Task item:
With pictures excluded, copy word for word the lines in the data below from the line containing "Task: Extract the" through the line containing "Input: one rendered".

Material supplied:
____________________

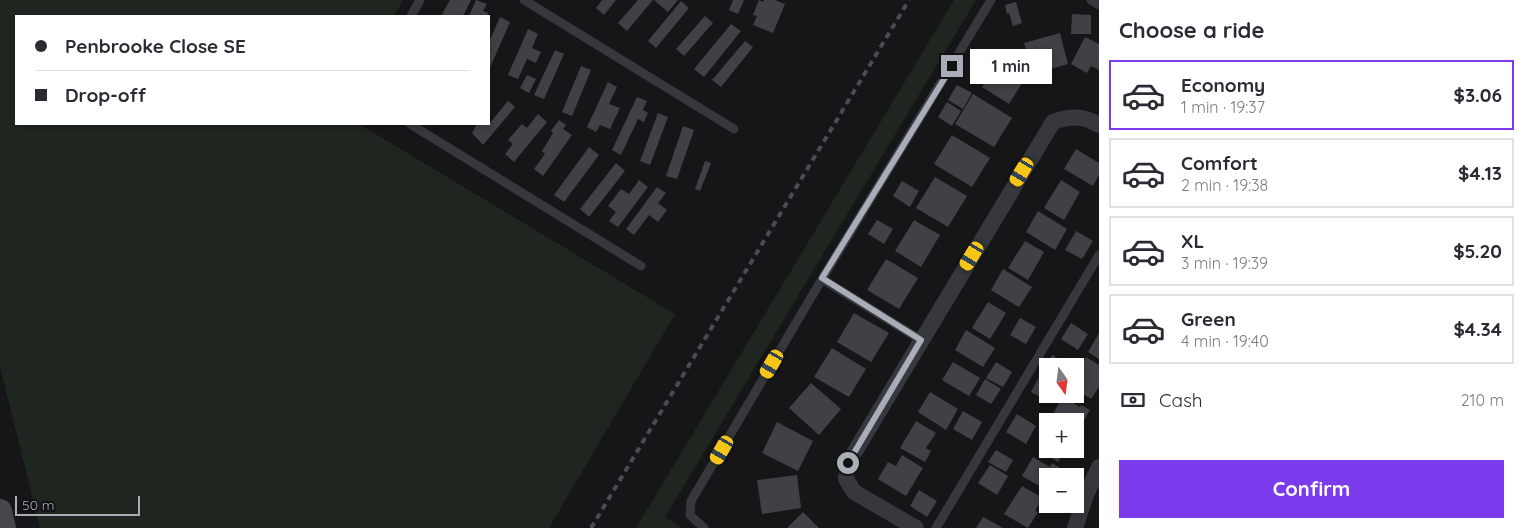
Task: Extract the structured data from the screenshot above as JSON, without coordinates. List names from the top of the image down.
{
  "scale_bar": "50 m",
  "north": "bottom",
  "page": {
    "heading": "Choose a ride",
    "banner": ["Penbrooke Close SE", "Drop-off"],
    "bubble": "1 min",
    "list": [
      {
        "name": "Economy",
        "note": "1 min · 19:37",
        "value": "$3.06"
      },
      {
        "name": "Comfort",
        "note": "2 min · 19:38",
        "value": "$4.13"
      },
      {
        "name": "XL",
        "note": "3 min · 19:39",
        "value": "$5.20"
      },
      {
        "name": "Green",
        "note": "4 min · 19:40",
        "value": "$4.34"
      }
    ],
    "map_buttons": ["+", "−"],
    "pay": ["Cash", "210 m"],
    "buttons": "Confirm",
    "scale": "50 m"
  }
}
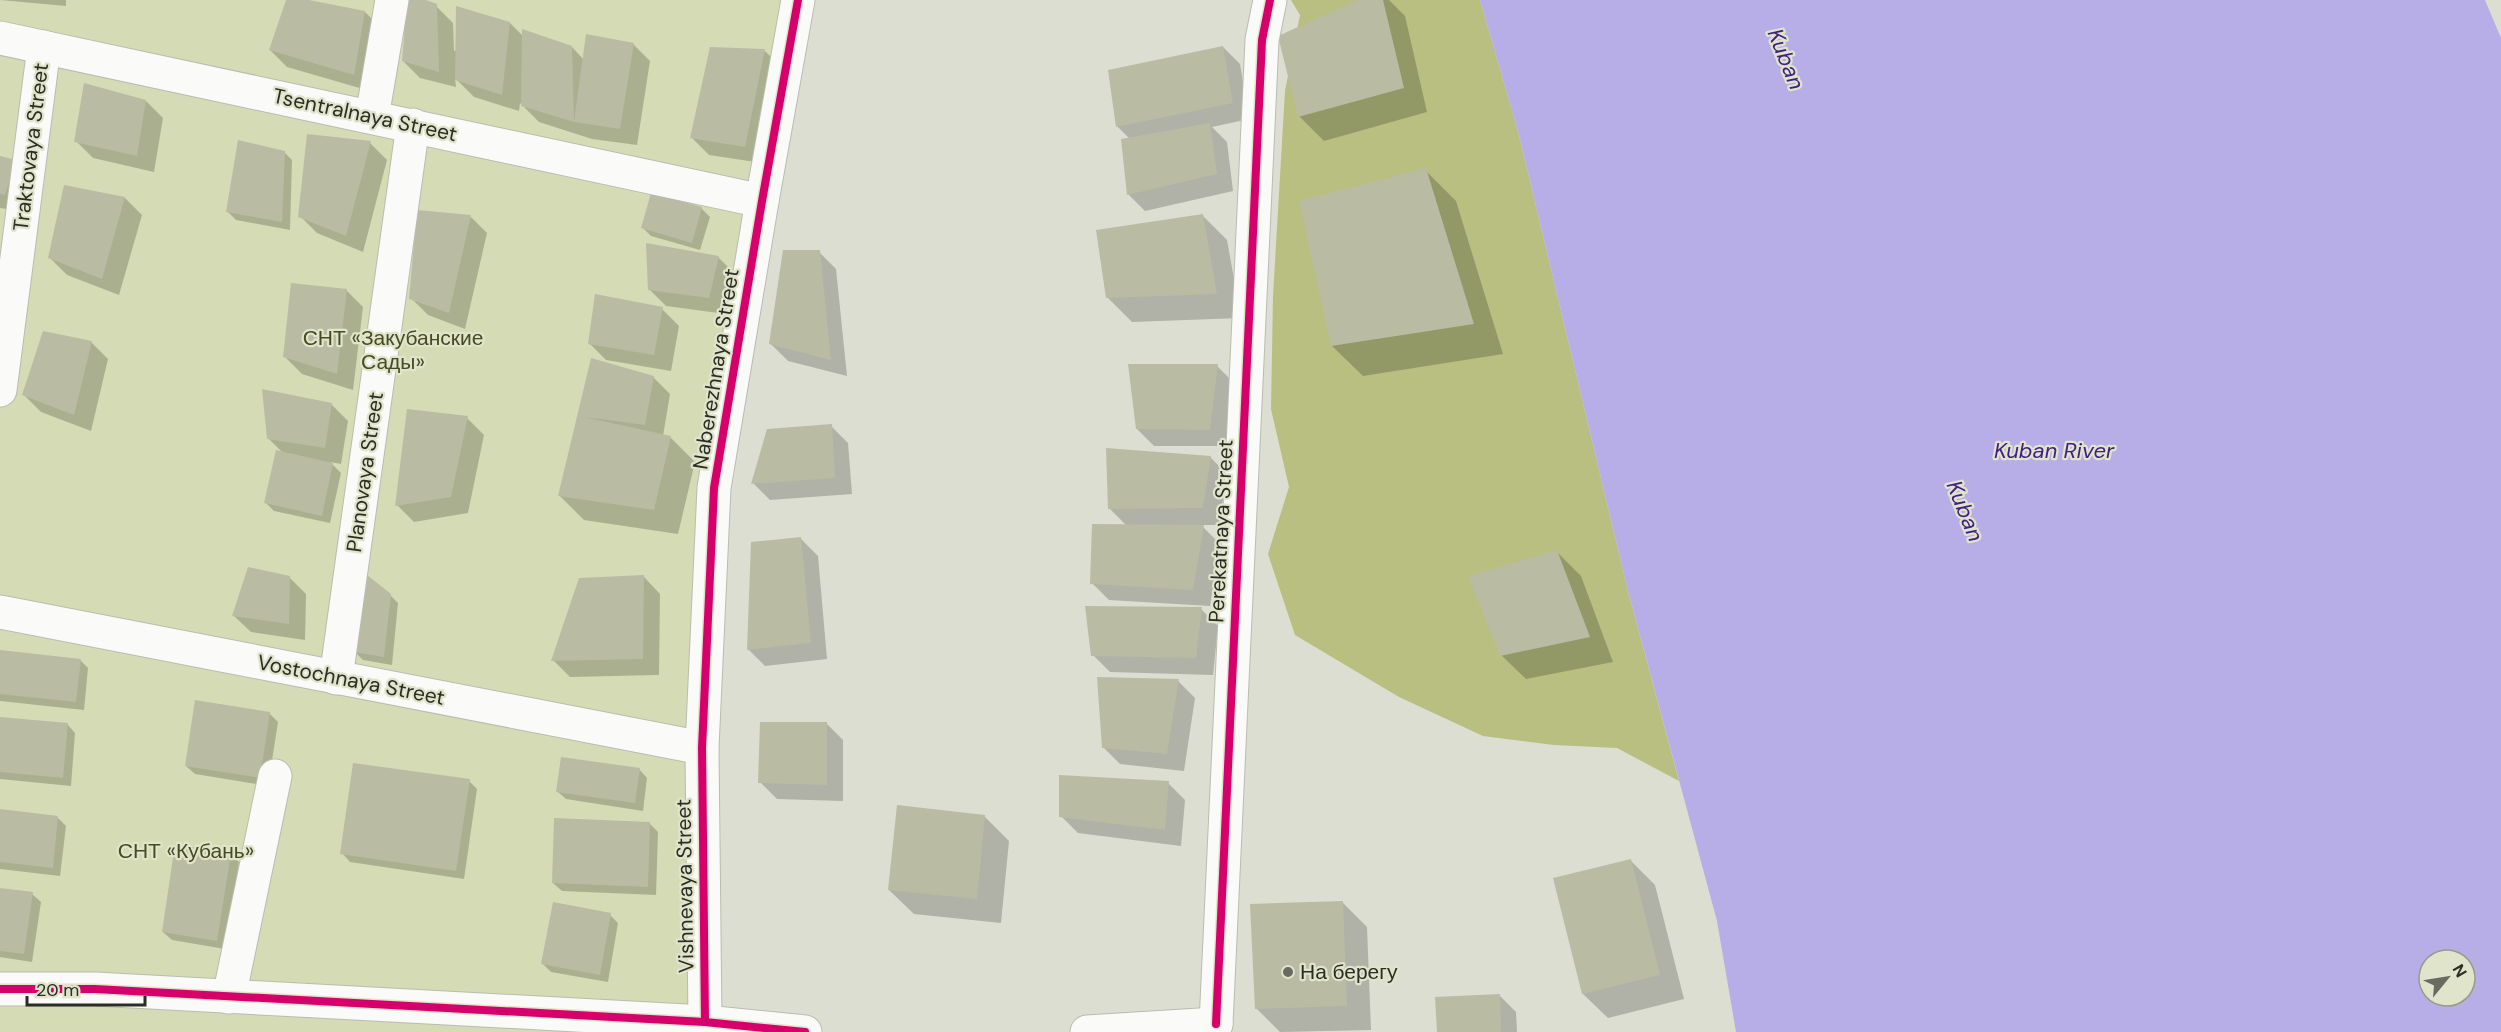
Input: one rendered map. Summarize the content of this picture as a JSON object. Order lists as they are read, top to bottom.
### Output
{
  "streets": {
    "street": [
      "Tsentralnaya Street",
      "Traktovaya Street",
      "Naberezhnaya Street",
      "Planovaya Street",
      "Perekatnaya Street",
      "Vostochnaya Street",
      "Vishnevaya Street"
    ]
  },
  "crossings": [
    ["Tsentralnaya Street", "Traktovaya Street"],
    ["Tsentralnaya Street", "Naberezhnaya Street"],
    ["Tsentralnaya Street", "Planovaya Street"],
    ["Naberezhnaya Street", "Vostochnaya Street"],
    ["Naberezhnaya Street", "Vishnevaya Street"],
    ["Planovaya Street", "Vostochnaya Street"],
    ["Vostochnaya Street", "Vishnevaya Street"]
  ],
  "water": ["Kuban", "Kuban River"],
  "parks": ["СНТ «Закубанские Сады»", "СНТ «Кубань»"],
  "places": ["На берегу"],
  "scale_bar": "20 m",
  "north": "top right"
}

____________________

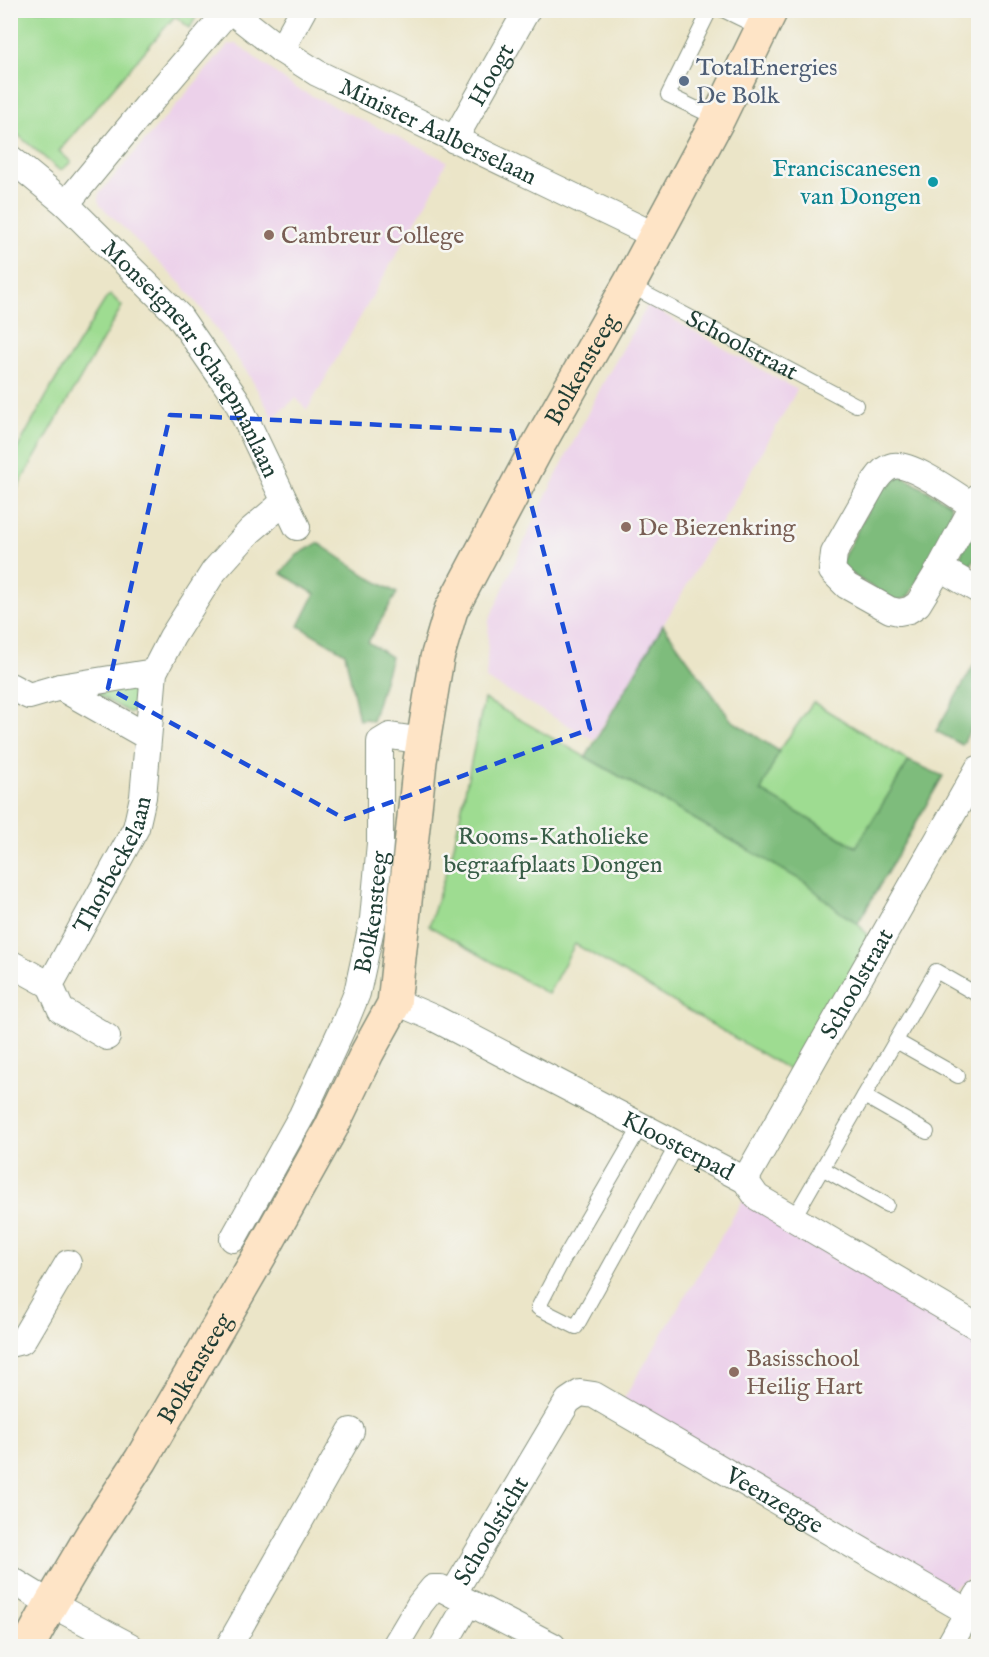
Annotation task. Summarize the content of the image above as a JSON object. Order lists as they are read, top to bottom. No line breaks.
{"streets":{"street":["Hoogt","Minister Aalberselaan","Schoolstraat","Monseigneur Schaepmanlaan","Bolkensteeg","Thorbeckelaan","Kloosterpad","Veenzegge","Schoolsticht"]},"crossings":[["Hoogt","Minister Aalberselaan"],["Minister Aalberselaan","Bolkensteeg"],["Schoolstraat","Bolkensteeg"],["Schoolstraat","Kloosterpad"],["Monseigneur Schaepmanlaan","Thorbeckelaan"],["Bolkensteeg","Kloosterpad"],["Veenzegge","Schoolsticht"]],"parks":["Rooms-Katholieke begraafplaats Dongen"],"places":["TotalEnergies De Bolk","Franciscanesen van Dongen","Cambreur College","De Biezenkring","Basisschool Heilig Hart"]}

____________________

Response to the task:
Task: Extract the structured data from the screenshot above as JSON, without coordinates. List names from the top of the image down.
{
  "scale_bar": "50 m",
  "north": "bottom",
  "page": {
    "heading": "Choose a ride",
    "banner": ["Penbrooke Close SE", "Drop-off"],
    "bubble": "1 min",
    "list": [
      {
        "name": "Economy",
        "note": "1 min · 19:37",
        "value": "$3.06"
      },
      {
        "name": "Comfort",
        "note": "2 min · 19:38",
        "value": "$4.13"
      },
      {
        "name": "XL",
        "note": "3 min · 19:39",
        "value": "$5.20"
      },
      {
        "name": "Green",
        "note": "4 min · 19:40",
        "value": "$4.34"
      }
    ],
    "map_buttons": ["+", "−"],
    "pay": ["Cash", "210 m"],
    "buttons": "Confirm",
    "scale": "50 m"
  }
}
Input: one rendered map. Summarize the content of this picture as a JSON object. Order lists as they are read, top to bottom.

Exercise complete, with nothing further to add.